I know my white blood cell count (and it is always too low)

And I am making art with words

i have never felt closer to Felix Gonzalez Torres.

as if that was not enough fun, I have been having more and more heat and panic related pins and needles attacks.  it is like my entire skin rebels against me and i feel like i have excruciatingly painful waves of pinpricks all up and down my body.  these last for as little as 30 seconds, and as long as 25 minutes.  there are five things that i can do to calm the symptoms (in order of effectiveness and feasability): ice, binge eating (esp chocolate ice cream), meditation, watching-richard-pryor-et-all-on-youtube, massage, and exercise.

several times in the last few days i have had serious attacks on the street.  in nyc when this happens, i strip down to my undershirt, or unbutton my shirt all the way, or sometimes take it off entirely.  this gets me two kinds of dirty looks.  most people give me the “you are being indecent look,” and a few people give me indecent “i want you” looks.  both of them are so mislead.

but here in SF, no one gives a shit that i am sitting on the street with my shirt off, meditating in half-lotus.  i’m staying in the haight, so i’m just another street punk.  i’m a bit more well dressed, but when it comes down to it, people here are just so used to ignoring everyone sitting on the street, they just ignore me.

i discovered that i could get colder by actually lying down on the sidewalk, b/c the sidewalk stays quite cold.  so twice now i have pulled off my shirt, and laid down on the sidewalk for 5 to 10 minutes until the pins and needles have passed.  only one person noticed or asked about me. he was an older man (70+) who wanted to make sure i was okay.  i was in a nicer part of town at that moment.  he had probably been lying on the ground once, not okay, and had wished someone would help him.

it is strange having the afflictions of the old.  i am visiting O’s grandmother who just had some heart related medical flare ups.  she is tired a lot, and can’t drink anymore (a glass of white wine with dinner was her favorite.)  we are going to get along great.  we are both shell shocked, tired, and wish we could get drunk. but can’t.

but despite all of that, my spirits remain high.  i still have 8 months of this treatment (i’ve done 4 so far).  every once in a while i cry hard.  but this is good.  the rest of the time all of the other drugs, my meditation, and my own resilience keep me moving forward.

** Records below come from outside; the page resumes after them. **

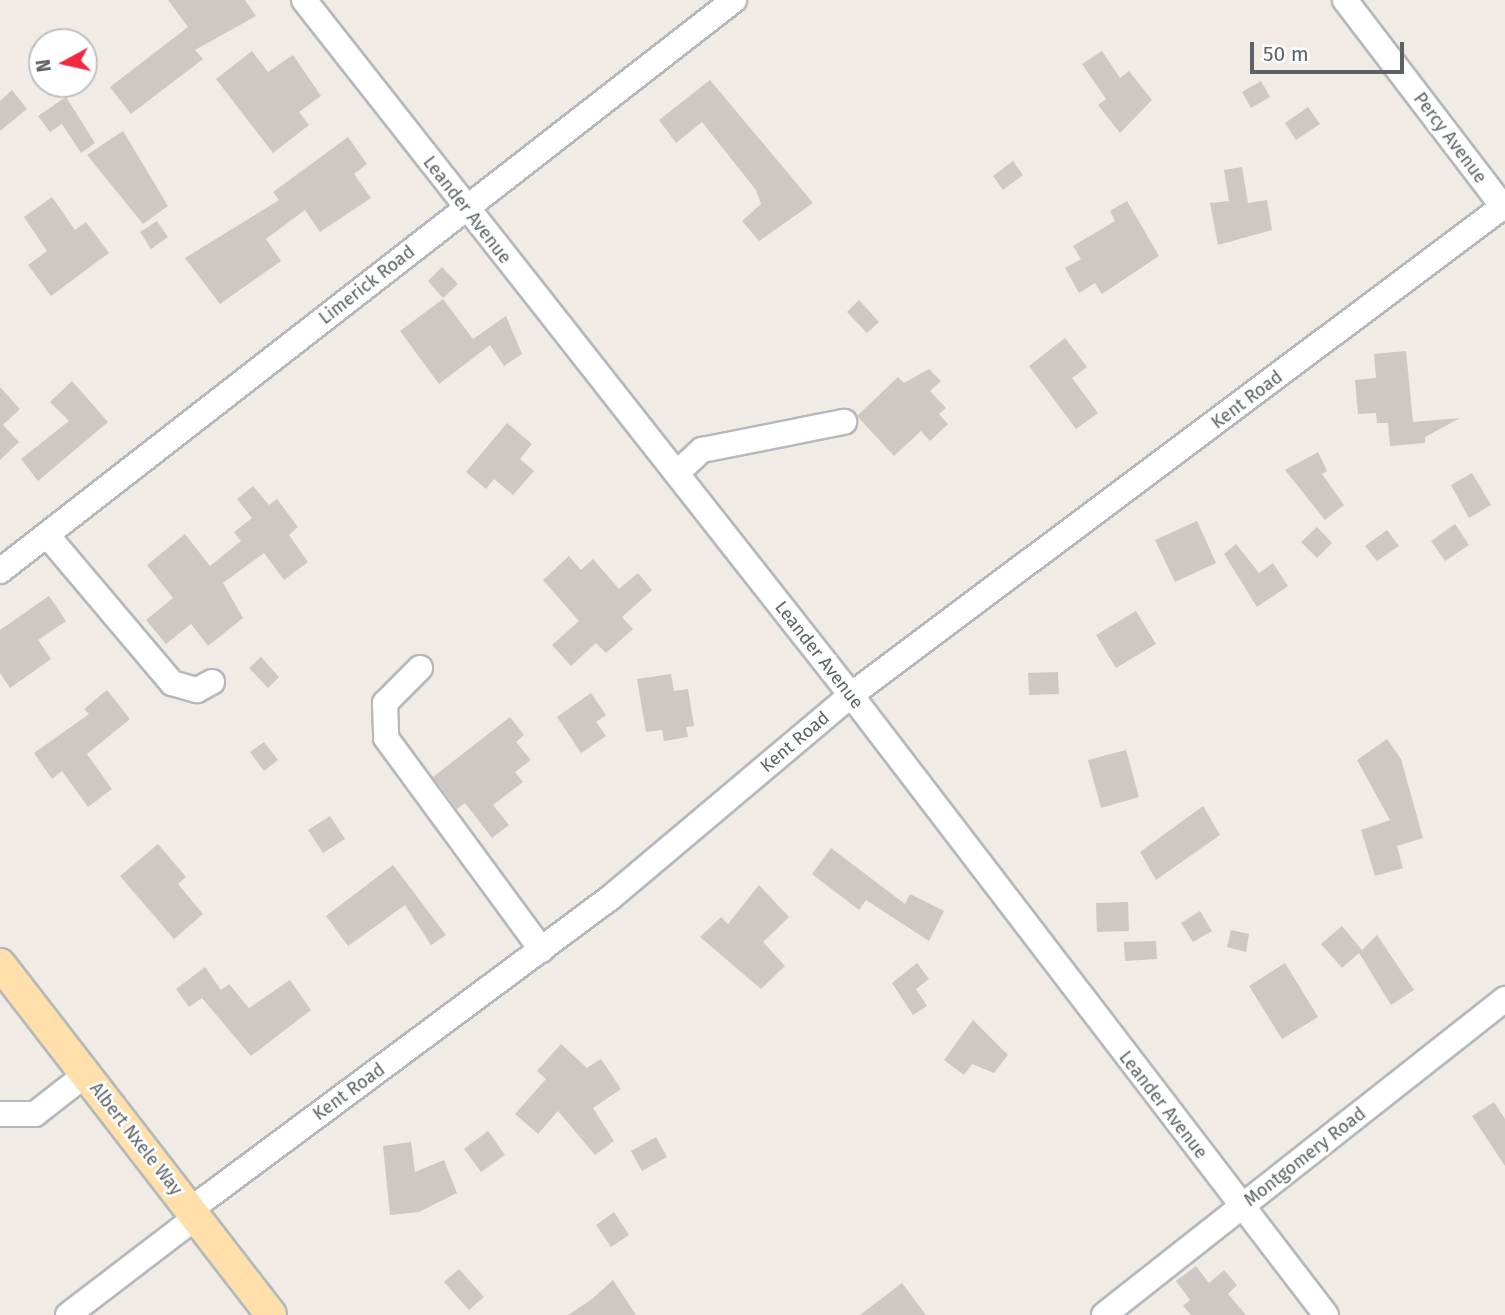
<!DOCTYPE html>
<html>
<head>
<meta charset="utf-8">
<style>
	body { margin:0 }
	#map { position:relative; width:1505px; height:1315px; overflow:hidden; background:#f0ebe5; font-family:"Fira Sans",sans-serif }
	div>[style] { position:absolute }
	.building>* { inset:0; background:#cdc8c4 }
	.roads { filter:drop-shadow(2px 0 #b5b9bc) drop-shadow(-2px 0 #b5b9bc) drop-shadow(0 2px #b5b9bc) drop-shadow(0 -2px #b5b9bc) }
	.minor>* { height:24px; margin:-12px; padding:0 12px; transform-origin:12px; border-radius:12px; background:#fff }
	.major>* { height:30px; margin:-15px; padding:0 15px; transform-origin:15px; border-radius:15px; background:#ffe0aa }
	span { translate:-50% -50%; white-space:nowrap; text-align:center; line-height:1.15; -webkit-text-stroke:5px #fff; paint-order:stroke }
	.street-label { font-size:18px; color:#5c6366 }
	.north { position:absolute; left:28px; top:28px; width:70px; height:70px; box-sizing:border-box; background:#fff; border:2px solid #bec1c2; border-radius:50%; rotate:262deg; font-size:19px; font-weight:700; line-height:28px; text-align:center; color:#5c6366 }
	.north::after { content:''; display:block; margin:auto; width:24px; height:32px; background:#f22941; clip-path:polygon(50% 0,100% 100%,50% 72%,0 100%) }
	.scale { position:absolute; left:1250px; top:42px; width:154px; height:32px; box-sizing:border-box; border:4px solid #5c6366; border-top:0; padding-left:9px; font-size:21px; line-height:24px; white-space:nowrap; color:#5c6366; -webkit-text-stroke:5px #fff; paint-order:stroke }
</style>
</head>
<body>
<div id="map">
	<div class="building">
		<div style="clip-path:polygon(168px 0,245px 0,256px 16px,195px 50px,203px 59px,131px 114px,110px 87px,188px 27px)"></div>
		<div style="clip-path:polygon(252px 51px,268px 72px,293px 55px,321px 96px,299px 112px,309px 125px,273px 153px,216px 79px)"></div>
		<div style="clip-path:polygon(1102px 51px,1120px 78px,1129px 71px,1152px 100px,1120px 133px,1098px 105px,1106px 99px,1082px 64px)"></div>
		<div style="clip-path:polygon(710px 80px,813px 203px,759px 241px,742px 221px,761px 204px,756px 190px,702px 122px,676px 143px,659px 120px)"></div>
		<div style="clip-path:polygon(1261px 81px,1270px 97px,1251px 108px,1242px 92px)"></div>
		<div style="clip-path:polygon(12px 90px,27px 109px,0 131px,0 101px)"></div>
		<div style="clip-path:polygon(66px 97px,95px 143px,81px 153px,62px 124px,50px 132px,38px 116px)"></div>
		<div style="clip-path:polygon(1308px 107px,1320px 124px,1296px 140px,1285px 123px)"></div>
		<div style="clip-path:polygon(123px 131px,168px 206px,143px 224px,87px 155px)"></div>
		<div style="clip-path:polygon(348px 137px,367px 164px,354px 174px,371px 198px,320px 232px,305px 210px,266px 239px,281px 261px,220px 304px,185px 258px,279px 200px,273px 192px)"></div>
		<div style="clip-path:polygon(1013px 161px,1023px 175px,1003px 190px,993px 176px)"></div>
		<div style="clip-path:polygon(1242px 167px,1248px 203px,1267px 200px,1272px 230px,1218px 245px,1210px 203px,1229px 201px,1224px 170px)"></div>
		<div style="clip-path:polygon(52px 197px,75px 230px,86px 222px,109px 253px,51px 296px,28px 265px,47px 251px,24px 217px)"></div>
		<div style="clip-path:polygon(1127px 201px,1159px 256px,1102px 294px,1095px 283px,1079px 293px,1065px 268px,1081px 259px,1073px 246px,1115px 221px,1110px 211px)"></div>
		<div style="clip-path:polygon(157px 221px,168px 237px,151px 249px,140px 232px)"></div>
		<div style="clip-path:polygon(442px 267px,458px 284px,443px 298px,428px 281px)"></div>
		<div style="clip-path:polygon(443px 299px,473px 339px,506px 316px,522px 354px,504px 366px,490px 345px,439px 384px,400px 331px)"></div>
		<div style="clip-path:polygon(859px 300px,879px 322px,867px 333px,847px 312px)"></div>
		<div style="clip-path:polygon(1065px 338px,1087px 367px,1072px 378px,1098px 413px,1076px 429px,1029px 366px)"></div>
		<div style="clip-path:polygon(1406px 351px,1413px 422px,1460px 418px,1425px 437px,1425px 443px,1390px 446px,1388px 423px,1377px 423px,1376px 413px,1358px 414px,1355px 380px,1376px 378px,1374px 354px)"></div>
		<div style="clip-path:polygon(929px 369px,941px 381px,930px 391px,946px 408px,939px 414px,948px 424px,930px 441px,921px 431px,894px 456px,857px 416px,898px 377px,904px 383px)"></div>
		<div style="clip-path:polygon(72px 381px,108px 422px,38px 481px,21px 459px,69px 421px,50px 402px)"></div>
		<div style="clip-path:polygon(0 387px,20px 409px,3px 425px,19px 442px,0 460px)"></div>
		<div style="clip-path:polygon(507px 423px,532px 444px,520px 459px,534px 471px,513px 495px,494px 479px,486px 489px,466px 472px)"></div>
		<div style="clip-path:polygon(1318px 452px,1327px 471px,1322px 474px,1344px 505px,1325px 520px,1285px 470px)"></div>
		<div style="clip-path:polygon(1472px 473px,1491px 505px,1469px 518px,1451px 485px)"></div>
		<div style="clip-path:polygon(253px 486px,269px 505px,277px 499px,298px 527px,289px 535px,308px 562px,284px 580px,264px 553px,223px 583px,243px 618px,208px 646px,191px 624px,166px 644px,146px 620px,173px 598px,147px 565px,185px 534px,210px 566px,241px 541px,234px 532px,252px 518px,237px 499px)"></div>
		<div style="clip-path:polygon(1197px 521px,1216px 563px,1175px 582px,1155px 540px)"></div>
		<div style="clip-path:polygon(1455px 524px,1469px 545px,1445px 561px,1431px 541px)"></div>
		<div style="clip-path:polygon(1317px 527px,1332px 543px,1317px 558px,1301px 542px)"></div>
		<div style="clip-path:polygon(1387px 530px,1399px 546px,1377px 561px,1365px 546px)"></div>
		<div style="clip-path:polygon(1236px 544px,1259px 573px,1273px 563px,1288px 586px,1257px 607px,1224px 554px)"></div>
		<div style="clip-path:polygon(569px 556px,581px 570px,593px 559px,619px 589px,638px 573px,652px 590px,622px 617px,633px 629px,606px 653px,596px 643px,571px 666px,552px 645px,579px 621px,543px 580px)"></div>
		<div style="clip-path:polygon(49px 596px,66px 621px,38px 640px,51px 659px,10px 688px,0 673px,0 630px)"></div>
		<div style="clip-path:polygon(1136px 611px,1156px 644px,1116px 668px,1096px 635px)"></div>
		<div style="clip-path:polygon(261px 657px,279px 677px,268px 688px,249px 668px)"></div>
		<div style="clip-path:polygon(1058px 672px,1059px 694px,1029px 695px,1028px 673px)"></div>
		<div style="clip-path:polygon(671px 674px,674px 691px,688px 689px,694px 726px,686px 727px,688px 737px,664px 741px,662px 730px,646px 732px,637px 679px)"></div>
		<div style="clip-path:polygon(107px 690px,130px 719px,87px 754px,112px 789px,88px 807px,62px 771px,52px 779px,34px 753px,89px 714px,84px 709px)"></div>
		<div style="clip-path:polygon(591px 693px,606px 715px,596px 722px,606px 736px,581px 753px,557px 717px)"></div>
		<div style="clip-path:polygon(510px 717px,524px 735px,516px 742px,531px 760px,515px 772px,523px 782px,493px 805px,509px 825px,492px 838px,465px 803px,457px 809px,433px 777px)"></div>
		<div style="clip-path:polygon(1387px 739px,1401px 759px,1423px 838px,1397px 846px,1403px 868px,1375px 876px,1361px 830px,1390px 820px,1357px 760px)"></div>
		<div style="clip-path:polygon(264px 742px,278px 760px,264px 771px,250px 752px)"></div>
		<div style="clip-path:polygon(1126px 750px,1139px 797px,1101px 808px,1088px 760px)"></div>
		<div style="clip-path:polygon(1203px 806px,1220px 835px,1156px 880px,1140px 852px)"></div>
		<div style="clip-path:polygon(330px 816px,345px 839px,323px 853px,308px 830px)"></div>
		<div style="clip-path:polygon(158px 844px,186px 877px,178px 884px,203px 914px,174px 939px,120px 876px)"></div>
		<div style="clip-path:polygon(831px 848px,905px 904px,910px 894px,944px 911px,929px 941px,866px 900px,859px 910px,812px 874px)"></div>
		<div style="clip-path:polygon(393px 865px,446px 935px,431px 945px,405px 905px,348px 946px,326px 916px)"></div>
		<div style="clip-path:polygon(759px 885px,789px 917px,763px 942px,785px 966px,761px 989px,700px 937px,721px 917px,728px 924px)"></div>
		<div style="clip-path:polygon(1128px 902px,1129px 931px,1097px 932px,1096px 903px)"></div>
		<div style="clip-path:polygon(1200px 911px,1212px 931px,1193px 942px,1181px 923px)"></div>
		<div style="clip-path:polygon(1342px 926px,1362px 950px,1377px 935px,1414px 990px,1391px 1005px,1359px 953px,1342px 968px,1321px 944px)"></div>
		<div style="clip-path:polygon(1231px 930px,1249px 934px,1246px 952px,1227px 947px)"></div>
		<div style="clip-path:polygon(1156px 941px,1157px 959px,1125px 961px,1124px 942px)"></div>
		<div style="clip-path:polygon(917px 963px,929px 979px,916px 989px,927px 1006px,913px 1015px,892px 983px)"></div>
		<div style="clip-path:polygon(1285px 963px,1318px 1017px,1282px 1039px,1249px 986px)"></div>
		<div style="clip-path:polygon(205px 967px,221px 990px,229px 984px,249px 1008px,290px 980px,311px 1010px,251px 1056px,202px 998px,189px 1007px,176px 989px)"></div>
		<div style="clip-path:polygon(973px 1020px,1008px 1055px,994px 1073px,972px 1064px,964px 1075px,944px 1060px)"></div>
		<div style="clip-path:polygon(561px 1044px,587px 1068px,601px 1059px,621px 1089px,593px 1108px,614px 1141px,595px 1155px,558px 1111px,538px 1134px,515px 1114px,546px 1079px,537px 1071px)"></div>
		<div style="clip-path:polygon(1494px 1102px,1505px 1119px,1505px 1166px,1472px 1116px)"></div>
		<div style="clip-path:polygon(488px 1131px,505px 1155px,481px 1172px,464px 1149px)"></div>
		<div style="clip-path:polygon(656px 1137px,667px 1157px,642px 1171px,631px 1151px)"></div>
		<div style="clip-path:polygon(411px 1142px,415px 1172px,444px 1160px,457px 1193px,419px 1212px,390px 1215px,383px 1146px)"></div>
		<div style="clip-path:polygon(614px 1212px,629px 1235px,611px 1247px,596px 1225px)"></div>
		<div style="clip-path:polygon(1196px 1266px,1209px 1283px,1224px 1270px,1237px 1285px,1228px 1294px,1246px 1315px,1191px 1315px,1183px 1306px,1190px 1300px,1176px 1281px)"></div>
		<div style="clip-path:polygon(459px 1269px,484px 1297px,469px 1310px,444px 1282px)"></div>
		<div style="clip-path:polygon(613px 1280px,636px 1315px,568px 1315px,592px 1299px)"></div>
		<div style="clip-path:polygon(902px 1283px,926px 1315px,860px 1315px)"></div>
	</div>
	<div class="roads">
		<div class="minor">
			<div style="left:304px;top:0;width:884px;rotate:51.8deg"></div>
			<div style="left:851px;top:695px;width:781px;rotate:52.54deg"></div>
			<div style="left:1345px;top:0;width:263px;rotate:52.6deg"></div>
			<div style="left:677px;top:473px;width:34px;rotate:-43deg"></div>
			<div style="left:702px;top:450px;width:145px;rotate:-11.2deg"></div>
			<div style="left:47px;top:535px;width:194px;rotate:49.8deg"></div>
			<div style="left:172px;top:683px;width:26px;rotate:16deg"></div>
			<div style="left:197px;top:690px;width:17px;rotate:-28deg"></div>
			<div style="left:0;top:571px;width:930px;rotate:-37.88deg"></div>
			<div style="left:420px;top:668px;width:49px;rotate:135deg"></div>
			<div style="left:385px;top:703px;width:35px;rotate:88deg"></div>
			<div style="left:386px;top:738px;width:263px;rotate:53.7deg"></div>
			<div style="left:0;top:1114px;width:35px"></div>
			<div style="left:35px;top:1114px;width:63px;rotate:-38deg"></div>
			<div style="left:190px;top:1210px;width:523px;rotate:-36.61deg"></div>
			<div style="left:610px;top:898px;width:315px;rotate:-40.1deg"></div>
			<div style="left:851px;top:695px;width:817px;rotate:-36.84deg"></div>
			<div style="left:68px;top:1315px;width:161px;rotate:-37.4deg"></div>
			<div style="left:1104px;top:1315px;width:511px;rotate:-38.24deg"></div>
		</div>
		<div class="major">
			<div style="left:0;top:964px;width:443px;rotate:52.3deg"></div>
		</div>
	</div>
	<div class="street-label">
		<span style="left:1450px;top:138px;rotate:53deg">Percy Avenue</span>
		<span style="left:467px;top:210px;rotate:52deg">Leander Avenue</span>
		<span style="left:367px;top:285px;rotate:-38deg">Limerick Road</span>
		<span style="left:1247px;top:400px;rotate:-37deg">Kent Road</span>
		<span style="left:819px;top:655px;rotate:52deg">Leander Avenue</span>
		<span style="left:795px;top:742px;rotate:-40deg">Kent Road</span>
		<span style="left:349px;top:1092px;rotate:-36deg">Kent Road</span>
		<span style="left:1163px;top:1105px;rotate:52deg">Leander Avenue</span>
		<span style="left:136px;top:1139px;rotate:52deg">Albert Nxele Way</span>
		<span style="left:1305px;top:1157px;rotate:-38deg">Montgomery Road</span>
	</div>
	<div class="north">N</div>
	<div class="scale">50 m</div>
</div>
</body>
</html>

and there are things that make me happy: the book is almost done. (i’m pretty sure i’ve mentioned the book here.)  as in, all chapters should be submitted to the proofreader be EOD today!  it goes to the printer on wednesday. almost all the book-making work has been done by my assistant and a ex-nytimes InDesign expert i hired.  It is strange not being able to do the work myself, but i’m glad that it is being finished, as it is one of the largest sources of panic over the last few months.

39 weeks to go…

i just finished my 9th week of self injection.  18.75% done.  39 weeks go to.

if you count the 4 weeks of IV IFN, i’ve done 13 weeks, which is exactly 25% of the 52 weeks of treatment.  of course, that doesn’t count my time on drug holidays.  i started the IFN on June 16th (the day before I started this blog…) Which is 4+ months ago.

I have at least one month of drug holiday time in there.  it feels like i was on holiday for more than that, though.  i guess it was just one week in the IV IFN, two weeks in between IV and SubQ, and then two weeks when i got back from Banff and was super sick.  I guess the first week back on the IFN felt like a holiday b/c I was only on a 10 MIU dose.

i was diagnosed on feb twenty-something.  I got the first call on the 20th, but didn’t formally hear the words “you have cancer” until the 22nd.  so that makes it 8 months i’ve been dealing with this.